However, you should find that the OTUs hitting the closed-reference portion should be identical in both cases.

Hope that helps,

-jon

Abhi genobio

unread,

Apr 20, 2016, 1:08:04 PM4/20/16

to Qiime 1 Forum

I am sorry I was off for few days so could not respond.

Jonsan, please correct me if I am wrong.
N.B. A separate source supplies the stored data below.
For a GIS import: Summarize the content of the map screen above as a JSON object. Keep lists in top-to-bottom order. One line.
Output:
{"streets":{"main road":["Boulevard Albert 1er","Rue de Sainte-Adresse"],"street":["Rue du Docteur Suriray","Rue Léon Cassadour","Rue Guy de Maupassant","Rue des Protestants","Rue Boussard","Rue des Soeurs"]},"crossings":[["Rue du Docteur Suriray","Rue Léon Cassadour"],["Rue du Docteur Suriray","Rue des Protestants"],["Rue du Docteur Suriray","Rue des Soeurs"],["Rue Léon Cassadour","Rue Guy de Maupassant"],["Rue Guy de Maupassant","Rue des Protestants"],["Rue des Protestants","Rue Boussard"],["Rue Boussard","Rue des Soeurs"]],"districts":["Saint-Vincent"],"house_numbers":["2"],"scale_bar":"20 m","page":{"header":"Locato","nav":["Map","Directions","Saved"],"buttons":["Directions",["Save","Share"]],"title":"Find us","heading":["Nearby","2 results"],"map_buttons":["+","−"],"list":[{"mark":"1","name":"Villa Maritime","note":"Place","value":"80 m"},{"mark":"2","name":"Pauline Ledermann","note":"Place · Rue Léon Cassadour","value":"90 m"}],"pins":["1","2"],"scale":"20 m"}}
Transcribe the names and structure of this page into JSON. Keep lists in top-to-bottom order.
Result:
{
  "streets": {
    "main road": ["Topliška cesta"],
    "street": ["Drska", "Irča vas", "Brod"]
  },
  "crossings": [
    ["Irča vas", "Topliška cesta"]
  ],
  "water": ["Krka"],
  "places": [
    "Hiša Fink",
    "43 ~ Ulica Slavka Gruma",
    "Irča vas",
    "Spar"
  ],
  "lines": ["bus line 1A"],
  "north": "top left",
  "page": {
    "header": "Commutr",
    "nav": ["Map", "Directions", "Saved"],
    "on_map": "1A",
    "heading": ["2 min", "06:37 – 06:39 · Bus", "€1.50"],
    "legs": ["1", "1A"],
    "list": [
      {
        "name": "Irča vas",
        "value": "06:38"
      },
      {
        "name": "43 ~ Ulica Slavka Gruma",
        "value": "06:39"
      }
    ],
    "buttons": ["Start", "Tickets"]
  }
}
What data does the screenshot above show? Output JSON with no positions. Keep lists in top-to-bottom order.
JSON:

My understanding from the above mentioned points are, If we do a open reference OTU picking then the results will differ (that is anyways expected) because it does a de novo otu picking and the taxonomy is assigned to all the representative sequences in the input file (Can you please tell in which step of the open reference otu picking does it happen?) ,

though the step1_otus of open reference OTU picking and closed reference OTU picking being identical but not the end results. My confusion is, the species that was picked up to most abundant in closed ref otu pick method

and the same species which was also identified to be most abundant in the open ref otu pick method (at the step1_otus) why are we not able to get the same abundance count value for that species (i.e it should be the same or should be more but cant be less) . Step2 of the open ref otu pick method

works with the failure fasta file and it creates a representative set based on failure fasta. My understanding is, the sequences which are picked already in step1 are not considered in the representative sequences. At the end of open ref otu pick method, the otu map is created with step1 ,3,4 . so atleast the results of step1 should be retained (in terms of abundance count values of the species) which is not happening in my data.

Can you clarify further .

Colin, as per your suggestion I will rework as per the steps mentioned above and then will discuss.

Many Thanks,

Abhi

jonsan

unread,

Apr 21, 2016, 12:21:09 PM4/21/16

to Qiime 1 Forum

Hi Abhi,

You're right insofar as the OTUs themselves are concerned. If you go back to look at the individual OTU identifiers, I suspect that you will find that given reference
OTUs will have the same abundance after Step 1 and in the final table, as they are constructed as you say. The abundance counts of your OTUs are retained in that final OTU table.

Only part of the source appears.